*The task*
Once you reach the line containing "JSON. Keep lists in top-to-bottom order. One line." in the data below, restate each line word for word up to and including the one containing "Annotation task. Parse".

Collected data
.....
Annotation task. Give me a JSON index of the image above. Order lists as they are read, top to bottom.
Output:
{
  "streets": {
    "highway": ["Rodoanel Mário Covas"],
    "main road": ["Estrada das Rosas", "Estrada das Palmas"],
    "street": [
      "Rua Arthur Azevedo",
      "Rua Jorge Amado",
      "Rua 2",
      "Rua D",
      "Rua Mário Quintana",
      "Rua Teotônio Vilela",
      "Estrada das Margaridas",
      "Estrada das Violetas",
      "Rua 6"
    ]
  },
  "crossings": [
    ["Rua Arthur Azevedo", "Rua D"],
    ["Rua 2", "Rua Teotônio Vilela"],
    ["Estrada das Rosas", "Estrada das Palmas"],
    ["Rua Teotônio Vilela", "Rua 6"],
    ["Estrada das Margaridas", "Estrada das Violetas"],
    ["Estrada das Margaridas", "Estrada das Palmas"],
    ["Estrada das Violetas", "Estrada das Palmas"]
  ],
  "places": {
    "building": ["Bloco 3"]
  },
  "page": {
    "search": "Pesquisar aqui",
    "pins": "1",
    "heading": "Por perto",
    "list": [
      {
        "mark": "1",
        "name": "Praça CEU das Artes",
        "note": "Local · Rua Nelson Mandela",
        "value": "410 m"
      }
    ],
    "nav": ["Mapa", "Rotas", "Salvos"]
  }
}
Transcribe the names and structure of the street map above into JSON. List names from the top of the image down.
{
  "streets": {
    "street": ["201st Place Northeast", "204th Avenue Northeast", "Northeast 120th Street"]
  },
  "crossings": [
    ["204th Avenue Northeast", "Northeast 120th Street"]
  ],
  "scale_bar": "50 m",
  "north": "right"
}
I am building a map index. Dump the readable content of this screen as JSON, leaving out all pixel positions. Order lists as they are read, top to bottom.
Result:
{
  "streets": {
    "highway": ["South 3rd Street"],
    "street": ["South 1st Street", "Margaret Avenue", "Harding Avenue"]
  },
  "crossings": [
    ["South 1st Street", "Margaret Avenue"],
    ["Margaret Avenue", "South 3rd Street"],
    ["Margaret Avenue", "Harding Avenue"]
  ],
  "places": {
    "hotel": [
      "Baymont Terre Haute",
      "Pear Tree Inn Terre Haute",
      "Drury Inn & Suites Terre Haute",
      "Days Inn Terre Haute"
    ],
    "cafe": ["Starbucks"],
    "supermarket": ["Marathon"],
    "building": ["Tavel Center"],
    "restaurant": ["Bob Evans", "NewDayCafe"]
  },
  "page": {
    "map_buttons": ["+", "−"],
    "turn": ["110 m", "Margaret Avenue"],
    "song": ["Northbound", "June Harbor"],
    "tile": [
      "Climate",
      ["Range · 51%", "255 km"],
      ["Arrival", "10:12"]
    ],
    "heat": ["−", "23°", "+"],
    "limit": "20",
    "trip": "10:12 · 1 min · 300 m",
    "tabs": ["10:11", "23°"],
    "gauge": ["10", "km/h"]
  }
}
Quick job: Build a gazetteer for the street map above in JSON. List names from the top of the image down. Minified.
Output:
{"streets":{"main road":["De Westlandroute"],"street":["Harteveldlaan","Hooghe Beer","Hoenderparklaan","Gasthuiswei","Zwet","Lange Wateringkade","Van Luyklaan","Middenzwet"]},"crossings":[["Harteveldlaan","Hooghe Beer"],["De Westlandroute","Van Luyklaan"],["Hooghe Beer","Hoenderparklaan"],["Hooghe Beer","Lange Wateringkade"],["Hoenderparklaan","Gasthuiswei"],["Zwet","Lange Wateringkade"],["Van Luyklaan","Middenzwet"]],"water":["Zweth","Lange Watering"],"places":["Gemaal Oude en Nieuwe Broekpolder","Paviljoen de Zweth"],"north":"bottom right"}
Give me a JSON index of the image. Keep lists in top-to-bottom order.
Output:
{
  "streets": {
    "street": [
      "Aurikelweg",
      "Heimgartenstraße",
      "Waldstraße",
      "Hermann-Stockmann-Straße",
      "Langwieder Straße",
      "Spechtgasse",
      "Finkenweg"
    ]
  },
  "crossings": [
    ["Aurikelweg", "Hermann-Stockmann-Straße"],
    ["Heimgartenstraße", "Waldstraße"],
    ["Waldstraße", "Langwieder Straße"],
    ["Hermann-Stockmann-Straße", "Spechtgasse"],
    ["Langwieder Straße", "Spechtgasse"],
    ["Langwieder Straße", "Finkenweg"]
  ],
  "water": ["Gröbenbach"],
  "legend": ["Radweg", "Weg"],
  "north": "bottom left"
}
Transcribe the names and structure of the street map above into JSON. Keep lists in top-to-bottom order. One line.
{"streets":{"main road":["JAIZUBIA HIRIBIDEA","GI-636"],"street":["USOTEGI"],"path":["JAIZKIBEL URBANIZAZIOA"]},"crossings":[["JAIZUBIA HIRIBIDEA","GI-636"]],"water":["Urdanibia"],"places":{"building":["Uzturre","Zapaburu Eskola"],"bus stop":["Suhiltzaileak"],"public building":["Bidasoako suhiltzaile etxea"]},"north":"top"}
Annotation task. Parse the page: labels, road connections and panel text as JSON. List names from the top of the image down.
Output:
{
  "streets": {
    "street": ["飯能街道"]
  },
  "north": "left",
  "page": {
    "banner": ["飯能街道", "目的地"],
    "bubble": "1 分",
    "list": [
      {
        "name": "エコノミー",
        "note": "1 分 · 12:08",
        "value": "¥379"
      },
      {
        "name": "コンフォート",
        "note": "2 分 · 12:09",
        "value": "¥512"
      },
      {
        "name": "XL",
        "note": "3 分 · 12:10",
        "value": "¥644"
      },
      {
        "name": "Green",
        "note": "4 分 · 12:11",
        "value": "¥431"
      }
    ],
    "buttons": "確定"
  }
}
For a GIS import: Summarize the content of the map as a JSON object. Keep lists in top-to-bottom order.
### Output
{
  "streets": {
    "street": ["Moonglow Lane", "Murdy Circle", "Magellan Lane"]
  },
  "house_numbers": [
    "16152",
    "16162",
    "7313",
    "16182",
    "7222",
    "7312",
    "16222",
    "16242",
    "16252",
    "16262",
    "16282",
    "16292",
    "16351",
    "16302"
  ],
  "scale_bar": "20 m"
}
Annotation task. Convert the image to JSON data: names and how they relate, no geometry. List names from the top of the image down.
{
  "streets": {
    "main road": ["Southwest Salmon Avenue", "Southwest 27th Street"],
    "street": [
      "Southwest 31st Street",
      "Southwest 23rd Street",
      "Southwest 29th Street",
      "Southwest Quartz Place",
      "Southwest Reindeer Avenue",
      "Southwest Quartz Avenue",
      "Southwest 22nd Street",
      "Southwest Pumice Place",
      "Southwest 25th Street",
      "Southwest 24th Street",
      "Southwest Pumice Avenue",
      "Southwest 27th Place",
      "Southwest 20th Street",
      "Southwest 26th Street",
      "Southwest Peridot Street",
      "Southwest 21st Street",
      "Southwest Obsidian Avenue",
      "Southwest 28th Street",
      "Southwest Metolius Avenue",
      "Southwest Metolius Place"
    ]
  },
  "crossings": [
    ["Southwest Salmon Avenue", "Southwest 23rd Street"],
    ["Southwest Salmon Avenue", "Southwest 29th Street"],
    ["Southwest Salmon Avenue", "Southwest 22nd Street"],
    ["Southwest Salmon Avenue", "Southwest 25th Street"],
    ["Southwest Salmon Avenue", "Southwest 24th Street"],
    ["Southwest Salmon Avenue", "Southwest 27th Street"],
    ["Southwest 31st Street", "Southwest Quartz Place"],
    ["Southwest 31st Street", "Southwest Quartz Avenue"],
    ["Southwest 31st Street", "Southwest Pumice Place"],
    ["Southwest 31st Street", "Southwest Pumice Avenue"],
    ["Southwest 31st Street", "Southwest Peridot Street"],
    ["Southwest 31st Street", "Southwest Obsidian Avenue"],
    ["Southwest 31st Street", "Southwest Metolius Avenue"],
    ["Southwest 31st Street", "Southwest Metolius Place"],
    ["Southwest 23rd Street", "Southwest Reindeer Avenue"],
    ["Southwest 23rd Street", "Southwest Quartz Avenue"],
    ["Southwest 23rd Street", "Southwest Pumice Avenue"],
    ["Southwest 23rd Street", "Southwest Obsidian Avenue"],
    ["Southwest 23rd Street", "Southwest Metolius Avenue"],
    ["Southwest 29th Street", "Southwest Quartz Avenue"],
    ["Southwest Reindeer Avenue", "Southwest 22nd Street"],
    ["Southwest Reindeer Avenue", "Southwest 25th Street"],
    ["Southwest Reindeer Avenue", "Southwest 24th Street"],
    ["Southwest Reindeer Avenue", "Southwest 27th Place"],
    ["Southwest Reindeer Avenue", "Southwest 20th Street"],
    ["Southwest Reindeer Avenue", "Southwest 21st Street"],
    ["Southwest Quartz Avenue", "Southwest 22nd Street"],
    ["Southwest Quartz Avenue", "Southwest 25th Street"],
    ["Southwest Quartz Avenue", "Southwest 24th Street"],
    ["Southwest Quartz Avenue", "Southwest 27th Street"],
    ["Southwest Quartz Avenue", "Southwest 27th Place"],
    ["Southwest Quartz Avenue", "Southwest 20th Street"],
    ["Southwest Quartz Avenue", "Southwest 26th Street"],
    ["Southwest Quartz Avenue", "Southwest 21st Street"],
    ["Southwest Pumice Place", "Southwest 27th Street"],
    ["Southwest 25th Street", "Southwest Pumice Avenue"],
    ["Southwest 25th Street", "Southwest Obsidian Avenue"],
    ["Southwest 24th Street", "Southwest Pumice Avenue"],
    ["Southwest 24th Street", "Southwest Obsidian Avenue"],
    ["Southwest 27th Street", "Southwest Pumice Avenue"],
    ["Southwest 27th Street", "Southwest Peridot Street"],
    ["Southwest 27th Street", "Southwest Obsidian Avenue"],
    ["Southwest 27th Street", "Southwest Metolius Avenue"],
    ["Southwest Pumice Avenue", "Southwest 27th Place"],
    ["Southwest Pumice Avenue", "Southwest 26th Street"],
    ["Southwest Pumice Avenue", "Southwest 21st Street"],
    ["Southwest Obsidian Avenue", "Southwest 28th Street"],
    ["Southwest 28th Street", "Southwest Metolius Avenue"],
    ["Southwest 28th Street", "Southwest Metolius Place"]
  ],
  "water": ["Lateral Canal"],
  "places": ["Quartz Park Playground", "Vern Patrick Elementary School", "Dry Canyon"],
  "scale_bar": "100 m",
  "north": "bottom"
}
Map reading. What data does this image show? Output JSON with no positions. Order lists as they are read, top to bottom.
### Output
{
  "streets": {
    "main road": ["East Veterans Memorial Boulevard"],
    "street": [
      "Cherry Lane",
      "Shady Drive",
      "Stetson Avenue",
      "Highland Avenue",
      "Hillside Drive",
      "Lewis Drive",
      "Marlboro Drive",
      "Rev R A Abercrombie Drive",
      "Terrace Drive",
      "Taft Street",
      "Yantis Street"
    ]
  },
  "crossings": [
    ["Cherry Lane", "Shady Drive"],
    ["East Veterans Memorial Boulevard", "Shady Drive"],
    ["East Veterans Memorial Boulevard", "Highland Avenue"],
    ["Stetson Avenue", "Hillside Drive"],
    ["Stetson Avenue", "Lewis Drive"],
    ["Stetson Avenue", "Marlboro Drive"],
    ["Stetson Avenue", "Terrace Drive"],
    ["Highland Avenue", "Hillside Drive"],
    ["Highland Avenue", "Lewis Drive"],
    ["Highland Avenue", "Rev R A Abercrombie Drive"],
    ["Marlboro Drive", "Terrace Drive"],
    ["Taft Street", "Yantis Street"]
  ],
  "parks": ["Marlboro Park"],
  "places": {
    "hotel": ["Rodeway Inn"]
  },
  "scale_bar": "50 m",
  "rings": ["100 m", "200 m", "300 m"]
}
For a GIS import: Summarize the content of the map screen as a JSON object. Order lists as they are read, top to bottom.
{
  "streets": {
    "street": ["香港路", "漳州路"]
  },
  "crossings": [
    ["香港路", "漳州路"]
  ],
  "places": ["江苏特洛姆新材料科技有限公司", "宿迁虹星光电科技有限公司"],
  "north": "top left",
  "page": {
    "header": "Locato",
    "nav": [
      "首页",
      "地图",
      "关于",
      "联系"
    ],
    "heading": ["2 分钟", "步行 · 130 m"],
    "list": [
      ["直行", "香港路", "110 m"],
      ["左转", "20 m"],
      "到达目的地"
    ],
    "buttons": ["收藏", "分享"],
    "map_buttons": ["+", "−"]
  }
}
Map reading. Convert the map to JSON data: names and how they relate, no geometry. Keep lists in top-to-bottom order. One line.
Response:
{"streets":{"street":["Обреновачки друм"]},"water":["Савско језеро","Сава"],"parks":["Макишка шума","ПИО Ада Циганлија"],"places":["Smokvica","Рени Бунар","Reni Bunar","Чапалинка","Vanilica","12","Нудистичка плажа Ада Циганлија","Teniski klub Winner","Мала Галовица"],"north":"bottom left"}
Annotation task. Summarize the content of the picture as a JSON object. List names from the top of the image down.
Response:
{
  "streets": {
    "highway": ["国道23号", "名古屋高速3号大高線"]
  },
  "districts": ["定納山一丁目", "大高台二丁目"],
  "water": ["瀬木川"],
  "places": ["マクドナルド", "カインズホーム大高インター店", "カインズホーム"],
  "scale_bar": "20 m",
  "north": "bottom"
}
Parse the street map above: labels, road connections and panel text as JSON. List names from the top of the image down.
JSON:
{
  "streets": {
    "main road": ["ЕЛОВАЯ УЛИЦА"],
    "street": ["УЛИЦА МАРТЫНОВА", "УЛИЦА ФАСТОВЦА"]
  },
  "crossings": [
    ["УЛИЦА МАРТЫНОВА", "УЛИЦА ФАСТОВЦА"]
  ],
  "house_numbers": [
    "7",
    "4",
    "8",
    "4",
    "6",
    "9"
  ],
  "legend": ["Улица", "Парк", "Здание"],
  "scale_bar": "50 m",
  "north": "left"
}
.....
*Answer space*
Transcribe the names and structure of the street map above into JSON. Keep lists in top-to-bottom order. One line.
{"streets":{"main road":["JAIZUBIA HIRIBIDEA","GI-636"],"street":["USOTEGI"],"path":["JAIZKIBEL URBANIZAZIOA"]},"crossings":[["JAIZUBIA HIRIBIDEA","GI-636"]],"water":["Urdanibia"],"places":{"building":["Uzturre","Zapaburu Eskola"],"bus stop":["Suhiltzaileak"],"public building":["Bidasoako suhiltzaile etxea"]},"north":"top"}
Annotation task. Parse the page: labels, road connections and panel text as JSON. List names from the top of the image down.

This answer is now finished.